I'm just glad that eBooks are not priced as high as hardcover books, because nothing at all justifies that cost.
I still say that if you compare it to the cost and relative amount of content of other types of media, like DVDs or comics or movie tickets, it works out that mass-market paperbacks are priced exceptionally low per amount of content, while hardcovers and e-novellas are closer to the average across media. So MMPBs are an outlier rather than a baseline for comparison.
Hardcovers cost more than MMPBs for various reasons, such as relative quantity, durability, prestige, etc. I think MMPBs are, even today, considered more of a disposable medium, something you can get cheaply and then replace (or just discard) once it wears out, while hardcovers are more along the lines of collectibles that you buy for the long haul.
Yeah, but for $16 - $24 (the price of two or three mass-market paperbacks or one hardback) I can buy a Blu-ray of a movie that cost $200,000,000 to produce. The Blu-ray will also have, in addition to a 2.5 hour movie, anywhere from 5 to 15 more hours of bonus content: trailers, deleted scenes, documentaries, commentaries, and making-of featurettes. And if I don't want to buy it, I can wait a few months and rent the damn thing for a couple bucks from Red Box.
Suddenly a book or three, which cost several orders of magnitude less to bring to market, don't seem like such an awesome deal.
My point, Christopher, in case you don't see it, is that telling us we ought to be perfectly happy with the price of e-books, -- because we really ought to be paying MORE -- isn't a winning argument. The competition (movies and games) is killing books in terms of value-for-the-dollar.

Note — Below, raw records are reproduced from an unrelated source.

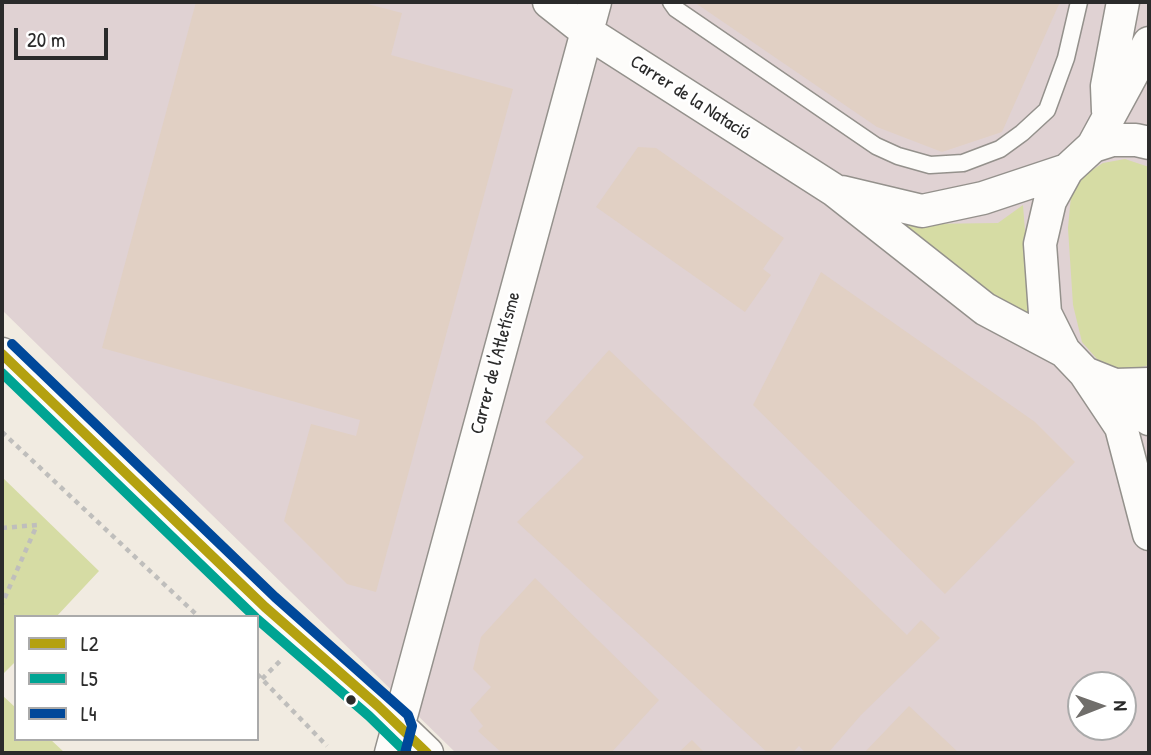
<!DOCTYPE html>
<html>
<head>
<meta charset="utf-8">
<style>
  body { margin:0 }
  #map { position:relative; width:1151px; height:755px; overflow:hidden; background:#f1ebe1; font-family:"Patrick Hand",sans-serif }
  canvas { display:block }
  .frame { position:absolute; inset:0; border:4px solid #2b2b2b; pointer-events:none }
  .legend { position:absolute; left:14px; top:615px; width:245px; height:126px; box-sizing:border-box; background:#fff; border:2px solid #aaa; margin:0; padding:9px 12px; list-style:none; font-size:21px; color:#2b2b2b }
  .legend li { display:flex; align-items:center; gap:14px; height:35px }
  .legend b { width:35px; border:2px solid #aaa }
  .north { position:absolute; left:1067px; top:671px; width:70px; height:70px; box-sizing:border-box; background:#fff; border:2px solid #aaa; border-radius:50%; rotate:89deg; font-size:19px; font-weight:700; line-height:28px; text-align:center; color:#2b2b2b }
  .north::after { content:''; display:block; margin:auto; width:24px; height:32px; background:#706e6b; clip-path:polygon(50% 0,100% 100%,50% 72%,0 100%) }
  .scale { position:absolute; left:14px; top:28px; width:94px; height:32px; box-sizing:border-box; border:4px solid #2b2b2b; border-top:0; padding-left:9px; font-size:21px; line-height:24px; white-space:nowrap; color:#2b2b2b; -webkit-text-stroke:5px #fff; paint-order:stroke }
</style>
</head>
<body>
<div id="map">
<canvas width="1151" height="755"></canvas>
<div class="frame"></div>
<ul class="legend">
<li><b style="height:9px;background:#b4a110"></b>L2</li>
<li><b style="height:9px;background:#00a493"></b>L5</li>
<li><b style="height:9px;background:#00489a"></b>L4</li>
</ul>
<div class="north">N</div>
<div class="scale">20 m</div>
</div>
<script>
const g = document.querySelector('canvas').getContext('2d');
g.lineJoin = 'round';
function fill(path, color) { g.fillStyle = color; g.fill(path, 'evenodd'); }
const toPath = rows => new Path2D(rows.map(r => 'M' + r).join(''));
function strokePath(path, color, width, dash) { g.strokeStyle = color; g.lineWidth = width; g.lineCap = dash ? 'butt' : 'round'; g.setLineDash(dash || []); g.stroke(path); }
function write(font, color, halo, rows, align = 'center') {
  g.font = font + ' "Patrick Hand",sans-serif'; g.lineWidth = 5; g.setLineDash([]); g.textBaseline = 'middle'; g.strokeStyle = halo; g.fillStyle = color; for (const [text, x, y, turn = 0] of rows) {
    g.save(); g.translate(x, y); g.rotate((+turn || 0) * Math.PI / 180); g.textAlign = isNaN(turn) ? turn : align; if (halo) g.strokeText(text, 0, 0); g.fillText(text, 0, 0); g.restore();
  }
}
fill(toPath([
  [2,2,1149,2,1149,753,456,753,2,310],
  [1081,685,1123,685,1123,727,1081,727]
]), '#e0d2d3');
fill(toPath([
  [1125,159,1149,167,1149,365,1130,370,1119,369,1097,359,1082,342,1073,305,1068,228,1071,196,1083,176,1103,163],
  [1023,205,1032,322,883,218,924,224,998,223],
  [2,477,99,571,56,617,16,617,16,661,2,675],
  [2,695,16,708,16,739,50,739,65,753,2,753]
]), '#d6dca4');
fill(toPath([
  [196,2,360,2,402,13,391,55,513,89,376,592,347,584,284,521,311,424,356,436,360,420,102,348],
  [694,2,1060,2,1002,132,942,152,877,127],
  [638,147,656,148,784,238,763,269,771,275,745,312,596,207],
  [821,272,1035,422,1075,462,945,594,753,405],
  [609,350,907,635,921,620,940,638,861,715,828,753,806,753,799,746,792,753,768,753,517,522,584,457,545,422],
  [535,578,659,700,611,753,502,753,478,731,483,726,470,710,491,687,473,669,481,637],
  [909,706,959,753,864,753],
  [692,740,705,753,678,753]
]), '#e1d0c4');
const lane = toPath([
  [671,2,676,9,876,146,898,156,930,165,963,163,1000,149,1022,133,1047,110,1066,58,1079,2]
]);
const street = toPath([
  [549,2,587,32,834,190,985,309,1064,351],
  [1108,111,1107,86,1123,2],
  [1149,143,1136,140,1112,140,1093,146,1067,170,1050,201,1040,244,1045,313,1064,351,1085,373,1115,385,1149,384],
  [1093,146,1149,43],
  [842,192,922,211,983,198,1067,170],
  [2,354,265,607,378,706,427,753],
  [1085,373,1121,427,1149,534],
  [1115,385,1149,419],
  [391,753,595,2]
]);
strokePath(lane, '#94918c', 19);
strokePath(street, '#94918c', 35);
strokePath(toPath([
  [2,432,199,617],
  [2,528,37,525,2,604],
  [257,674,327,746],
  [262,679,281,660]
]), '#bfbebc', 4.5, [5, 5]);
strokePath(lane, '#fdfcfa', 16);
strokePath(street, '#fdfcfa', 32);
strokePath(toPath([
  [2,354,265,607,378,706,427,753]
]), '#b4a110', 10);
strokePath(toPath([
  [2,373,255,617],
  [257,619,369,716,407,753]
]), '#00a493', 10);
strokePath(toPath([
  [12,344,275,597,408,715,412,726,405,753]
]), '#00489a', 10);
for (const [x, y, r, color] of [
  [351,700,6,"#2b2b2b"]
]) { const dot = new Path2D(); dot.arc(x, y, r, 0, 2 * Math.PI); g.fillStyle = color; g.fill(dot); strokePath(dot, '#fff', 2.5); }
write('19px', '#2b2b2b', '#fff', [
  ["Carrer de la Natació",690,98,33],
  ["Carrer de l'Atletísme",496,363,-75]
]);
</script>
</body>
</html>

How about coming up with something like Red Box for renting e-books for a buck or two? I don't need to KEEP the e-book after I've finished reading it; if it simply evanesced into the ether after I was done reading it, no big loss -- I can always rent it again in 20 years when I want to read it again. And since I don't really own the e-texts I "buy" from Amazon and B&N anyway (I merely 'license" them) it's functionally the same thing.
But no, the publishing industry's present business model needs to charge a lot more for our "rental" of an e-book than $1 or $2. Partially because they're publishing far too many books that only sell a few thousand copies. Partially because they still have mountains of debt to service from the last round of mergers & acquisitions. But mostly because they have to show enough of a profit to pay a dividend and keep their already-depressed stock prices from plunging even lower.
Yeah, I know, it sucks to be in the publishing trade right now. Not a lot different from being in the music industry a decade ago, and nothing is going to bring the glory years back -- not the Agency Model, not the iTunes store, not Nook or Kindle or anything else. That world is already gone.
The only rational response is to figure out a viable strategy for the future. Scolding readers (the scant handful of us that remain) for being cheap & greedy, when there are so many other higher-value-add (movies, games) or free (the darknet) options laid before us, might make corporations feel better, but it ain't gonna change anything. Adapt or die, quite simply.
Baen seems to have the closest I've seen to a viable model for the future -- but they're tiny, streamlined, and decidedly down-market (even though Pocket/S&S distribute their hardcopy books.) I imagine Baen will continue to prosper (in it's own little niche) long after the big publishers fade into mere shadows of their former -- or even present -- selves.